Slide 1: Web Scraping with BeautifulSoup

BeautifulSoup is a powerful library for parsing HTML and XML documents, making it ideal for web scraping tasks. It provides intuitive methods to navigate, search and extract data from HTML documents while handling malformed markup gracefully.

from bs4 import BeautifulSoup
import requests

# Create a function to scrape article titles from a news website
def scrape_news_titles(url):
    # Send HTTP request and get response
    response = requests.get(url)
    
    # Parse HTML content
    soup = BeautifulSoup(response.content, 'html.parser')
    
    # Find all article titles (example using class)
    titles = soup.find_all('h2', class_='article-title')
    
    # Extract and clean text
    titles_list = [title.get_text().strip() for title in titles]
    
    return titles_list

# Example usage
url = 'https://example-news-site.com'
article_titles = scrape_news_titles(url)

# Print first 3 titles
print("Sample titles:")
for title in article_titles[:3]:
    print(f"- {title}")

Slide 2: Advanced Pandas Data Manipulation

Pandas provides sophisticated methods for handling complex data transformations and analysis. Understanding advanced grouping operations and window functions enables efficient processing of large datasets while maintaining code readability.

import pandas as pd
import numpy as np

# Create sample data
df = pd.DataFrame({
    'date': pd.date_range('2024-01-01', periods=10),
    'category': ['A', 'B', 'A', 'B', 'A', 'B', 'A', 'B', 'A', 'B'],
    'value': np.random.randn(10)
})

# Advanced grouping with multiple aggregations
result = df.groupby('category').agg({
    'value': ['mean', 'std', 'count'],
    'date': ['min', 'max']
}).round(2)

# Rolling window statistics
df['rolling_mean'] = df.groupby('category')['value'].transform(
    lambda x: x.rolling(window=2, min_periods=1).mean()
)

print("Group Statistics:\n", result)
print("\nRolling Mean:\n", df)

Slide 3: Neural Network Implementation from Scratch

A fundamental implementation of a neural network using only NumPy demonstrates the core concepts of deep learning, including forward propagation, backpropagation, and gradient descent optimization for better understanding of neural architectures.

import numpy as np

class NeuralNetwork:
    def __init__(self, layers):
        self.weights = [np.random.randn(y, x) * 0.01 
                       for x, y in zip(layers[:-1], layers[1:])]
        self.biases = [np.zeros((y, 1)) for y in layers[1:]]
    
    def sigmoid(self, z):
        return 1.0 / (1.0 + np.exp(-z))
    
    def sigmoid_prime(self, z):
        return self.sigmoid(z) * (1 - self.sigmoid(z))
    
    def forward(self, X):
        activation = X
        activations = [X]
        zs = []
        
        for w, b in zip(self.weights, self.biases):
            z = np.dot(w, activation) + b
            zs.append(z)
            activation = self.sigmoid(z)
            activations.append(activation)
        
        return activation, activations, zs

# Example usage
nn = NeuralNetwork([2, 3, 1])  # 2 inputs, 3 hidden, 1 output
X = np.array([[0.5], [0.8]])
output, _, _ = nn.forward(X)
print("Network Output:", output)

Slide 4: Time Series Analysis with Prophet

Facebook's Prophet library provides robust time series forecasting capabilities with automatic handling of seasonality and holidays. This implementation shows how to prepare data, train a model, and generate future predictions.

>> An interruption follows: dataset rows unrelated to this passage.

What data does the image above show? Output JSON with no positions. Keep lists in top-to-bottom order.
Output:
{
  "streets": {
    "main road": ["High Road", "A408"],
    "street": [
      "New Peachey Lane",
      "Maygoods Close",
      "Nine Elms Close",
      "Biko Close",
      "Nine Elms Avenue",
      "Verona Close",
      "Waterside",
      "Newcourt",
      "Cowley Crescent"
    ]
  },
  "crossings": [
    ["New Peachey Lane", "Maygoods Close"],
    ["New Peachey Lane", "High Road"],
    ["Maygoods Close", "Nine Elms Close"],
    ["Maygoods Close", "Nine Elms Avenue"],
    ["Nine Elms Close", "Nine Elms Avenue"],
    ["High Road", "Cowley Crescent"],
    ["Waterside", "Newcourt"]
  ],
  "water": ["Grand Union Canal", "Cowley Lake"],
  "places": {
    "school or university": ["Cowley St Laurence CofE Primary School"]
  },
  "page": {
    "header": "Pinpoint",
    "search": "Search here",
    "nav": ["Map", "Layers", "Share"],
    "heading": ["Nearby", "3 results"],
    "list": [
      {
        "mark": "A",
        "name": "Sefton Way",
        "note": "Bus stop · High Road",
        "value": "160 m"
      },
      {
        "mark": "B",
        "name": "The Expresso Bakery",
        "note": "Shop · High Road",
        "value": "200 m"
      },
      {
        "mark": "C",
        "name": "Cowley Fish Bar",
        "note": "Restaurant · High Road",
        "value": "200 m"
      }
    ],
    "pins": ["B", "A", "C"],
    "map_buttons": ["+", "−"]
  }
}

from prophet import Prophet
import pandas as pd

# Prepare sample time series data
df = pd.DataFrame({
    'ds': pd.date_range('2023-01-01', '2024-01-01', freq='D'),
    'y': np.random.normal(100, 10, 366) + \
         np.sin(np.linspace(0, 2*np.pi, 366)) * 20
})

# Initialize and train Prophet model
model = Prophet(
    yearly_seasonality=True,
    weekly_seasonality=True,
    daily_seasonality=False,
    changepoint_prior_scale=0.05
)
model.fit(df)

# Generate future dates for prediction
future_dates = model.make_future_dataframe(periods=30)

# Make predictions
forecast = model.predict(future_dates)

# Print forecast components
print("Forecast components:")
print(forecast[['ds', 'yhat', 'yhat_lower', 'yhat_upper']].tail())

Slide 5: Advanced Text Processing with spaCy

SpaCy provides state-of-the-art natural language processing capabilities with pre-trained models for multiple languages. This implementation demonstrates named entity recognition, dependency parsing, and custom text processing pipelines.

import spacy

# Load English language model
nlp = spacy.load('en_core_web_sm')

def analyze_text(text):
    # Process text through spaCy pipeline
    doc = nlp(text)
    
    # Extract named entities
    entities = [(ent.text, ent.label_) for ent in doc.ents]
    
    # Get dependency parsing
    dependencies = [(token.text, token.dep_, token.head.text) 
                   for token in doc]
    
    # Extract noun phrases
    noun_phrases = [chunk.text for chunk in doc.noun_chunks]
    
    return {
        'entities': entities,
        'dependencies': dependencies,
        'noun_phrases': noun_phrases
    }

# Example usage
text = "Apple Inc. is planning to open new offices in London next year."
results = analyze_text(text)
print("Named Entities:", results['entities'])
print("Noun Phrases:", results['noun_phrases'])

Slide 6: Implementing K-Means Clustering from Scratch

Understanding the mechanics of clustering algorithms is crucial for data scientists. This implementation shows how to build a K-means clustering algorithm from first principles, including centroid initialization and iterative optimization.

import numpy as np
from sklearn.datasets import make_blobs

class KMeansClustering:
    def __init__(self, k=3, max_iters=100):
        self.k = k
        self.max_iters = max_iters
    
    def fit(self, X):
        # Initialize centroids randomly
        self.centroids = X[np.random.choice(X.shape[0], self.k, replace=False)]
        
        for _ in range(self.max_iters):
            # Assign points to nearest centroid
            distances = np.sqrt(((X - self.centroids[:, np.newaxis])**2).sum(axis=2))
            self.labels = np.argmin(distances, axis=0)
            
            # Update centroids
            new_centroids = np.array([X[self.labels == i].mean(axis=0) 
                                    for i in range(self.k)])
            
            # Check convergence
            if np.all(self.centroids == new_centroids):
                break
                
            self.centroids = new_centroids
            
        return self

# Generate sample data and test
X, _ = make_blobs(n_samples=300, centers=3, cluster_std=0.60)
kmeans = KMeansClustering(k=3)
kmeans.fit(X)
print("Cluster Centers:\n", kmeans.centroids)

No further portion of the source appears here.